[Stored data]
******

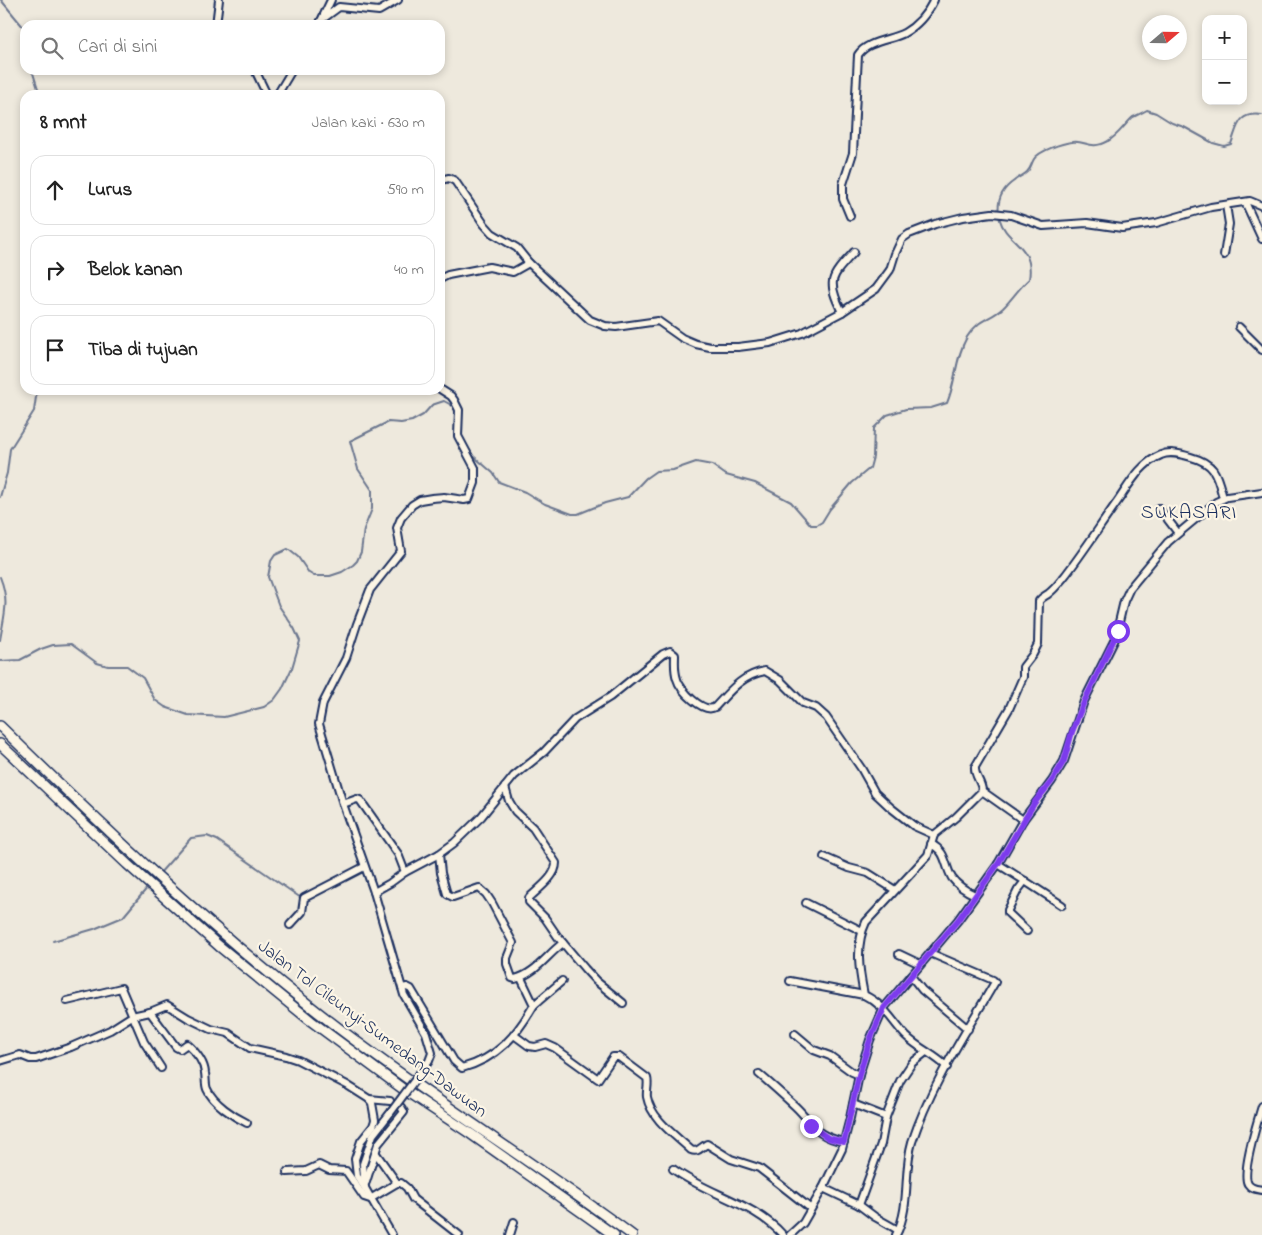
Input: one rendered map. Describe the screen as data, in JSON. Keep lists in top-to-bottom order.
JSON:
{
  "streets": {
    "highway": ["Jalan Tol Cileunyi–Sumedang–Dawuan"]
  },
  "districts": ["SUKASARI"],
  "north": "right",
  "page": {
    "map_buttons": ["+", "−"],
    "search": "Cari di sini",
    "heading": ["8 mnt", "Jalan kaki · 630 m"],
    "list": [
      ["Lurus", "590 m"],
      ["Belok kanan", "40 m"],
      "Tiba di tujuan"
    ]
  }
}
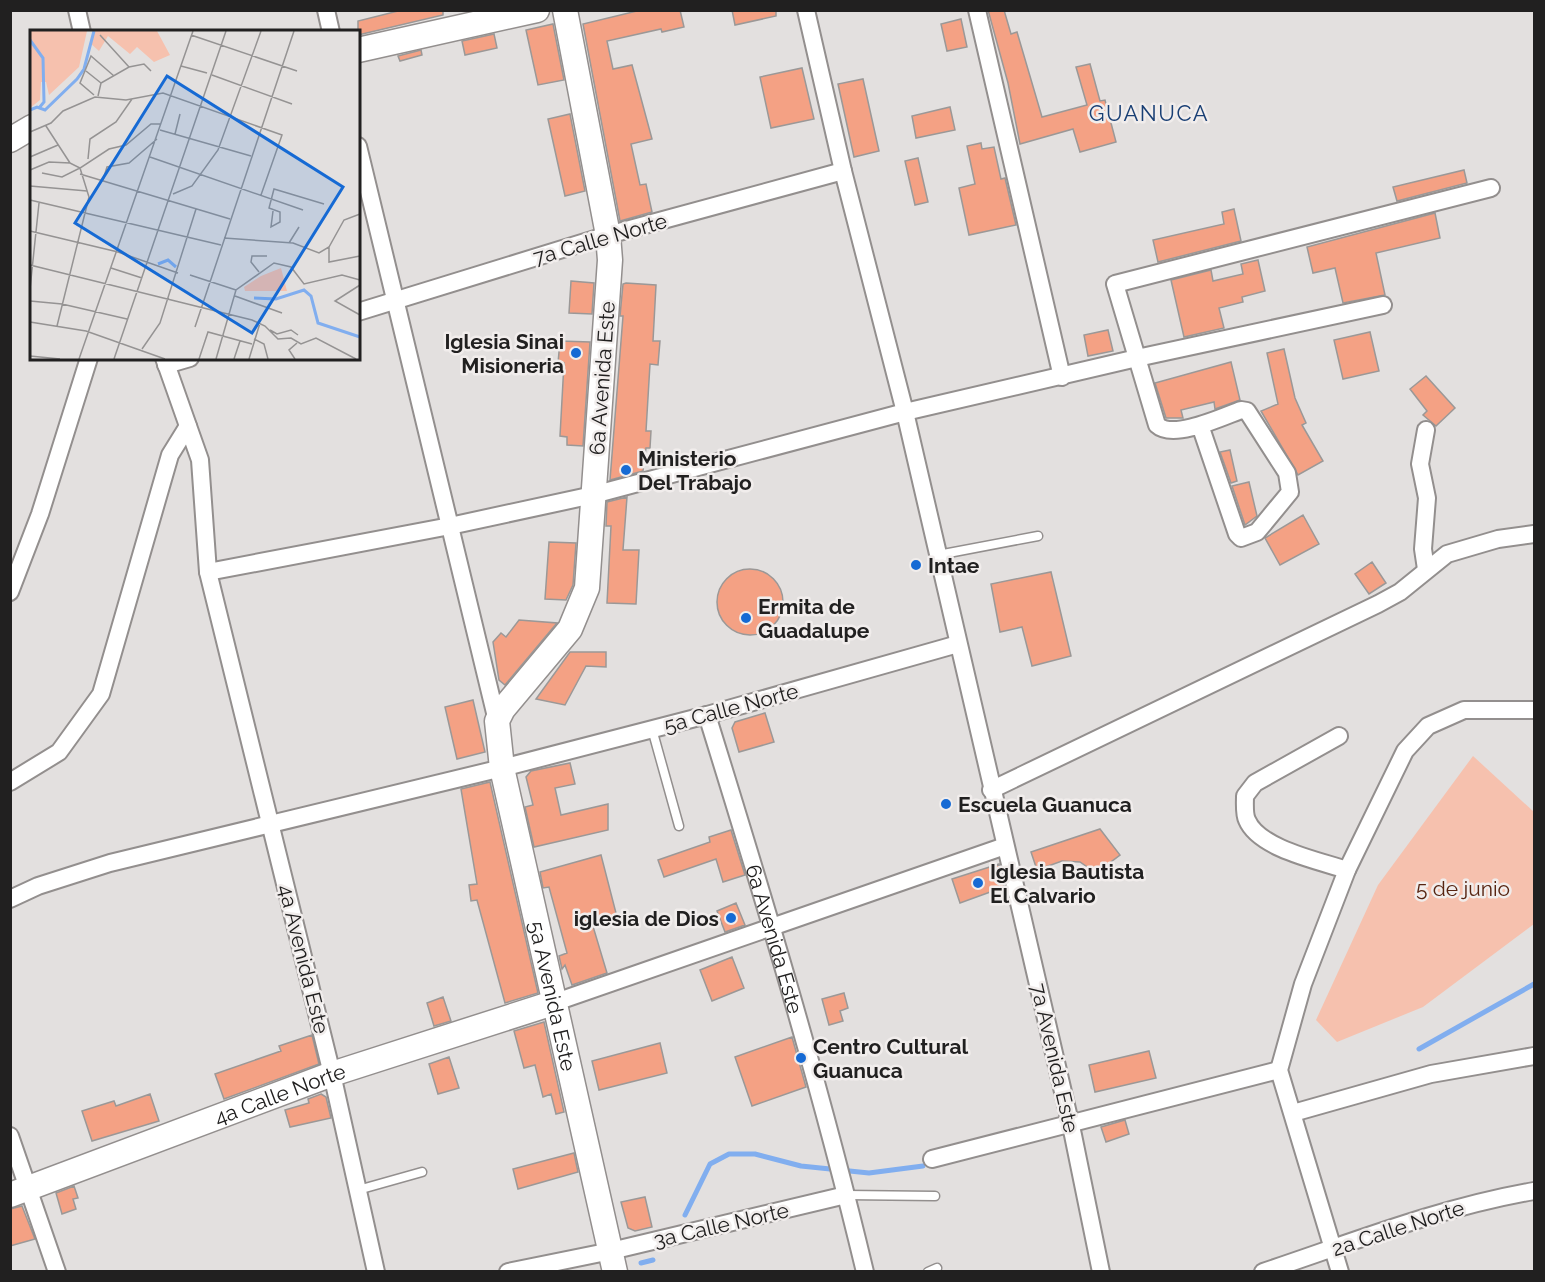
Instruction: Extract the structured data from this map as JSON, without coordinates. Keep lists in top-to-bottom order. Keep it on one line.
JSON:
{"streets":{"street":["7a Calle Norte","6a Avenida Este","5a Calle Norte","4a Avenida Este","5a Avenida Este","7a Avenida Este","4a Calle Norte","3a Calle Norte","2a Calle Norte"]},"crossings":[["7a Calle Norte","6a Avenida Este"],["7a Calle Norte","7a Avenida Este"],["6a Avenida Este","5a Calle Norte"],["6a Avenida Este","5a Avenida Este"],["6a Avenida Este","3a Calle Norte"],["5a Calle Norte","4a Avenida Este"],["5a Calle Norte","5a Avenida Este"],["5a Calle Norte","7a Avenida Este"],["4a Avenida Este","4a Calle Norte"],["5a Avenida Este","4a Calle Norte"],["5a Avenida Este","3a Calle Norte"]],"districts":["GUANUCA"],"parks":["5 de junio"],"places":["Iglesia Sinai Misioneria","Ministerio Del Trabajo","Intae","Ermita de Guadalupe","Escuela Guanuca","Iglesia Bautista El Calvario","iglesia de Dios","Centro Cultural Guanuca"]}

******

== Task directions ==
Only the lines from the one containing "Instruction: Extract the" through the final line of the data belong in the answer, repeated exactly.

== Result of the task ==
Instruction: Extract the structured data from this map as JSON, without coordinates. Keep lists in top-to-bottom order. Keep it on one line.
JSON:
{"streets":{"street":["7a Calle Norte","6a Avenida Este","5a Calle Norte","4a Avenida Este","5a Avenida Este","7a Avenida Este","4a Calle Norte","3a Calle Norte","2a Calle Norte"]},"crossings":[["7a Calle Norte","6a Avenida Este"],["7a Calle Norte","7a Avenida Este"],["6a Avenida Este","5a Calle Norte"],["6a Avenida Este","5a Avenida Este"],["6a Avenida Este","3a Calle Norte"],["5a Calle Norte","4a Avenida Este"],["5a Calle Norte","5a Avenida Este"],["5a Calle Norte","7a Avenida Este"],["4a Avenida Este","4a Calle Norte"],["5a Avenida Este","4a Calle Norte"],["5a Avenida Este","3a Calle Norte"]],"districts":["GUANUCA"],"parks":["5 de junio"],"places":["Iglesia Sinai Misioneria","Ministerio Del Trabajo","Intae","Ermita de Guadalupe","Escuela Guanuca","Iglesia Bautista El Calvario","iglesia de Dios","Centro Cultural Guanuca"]}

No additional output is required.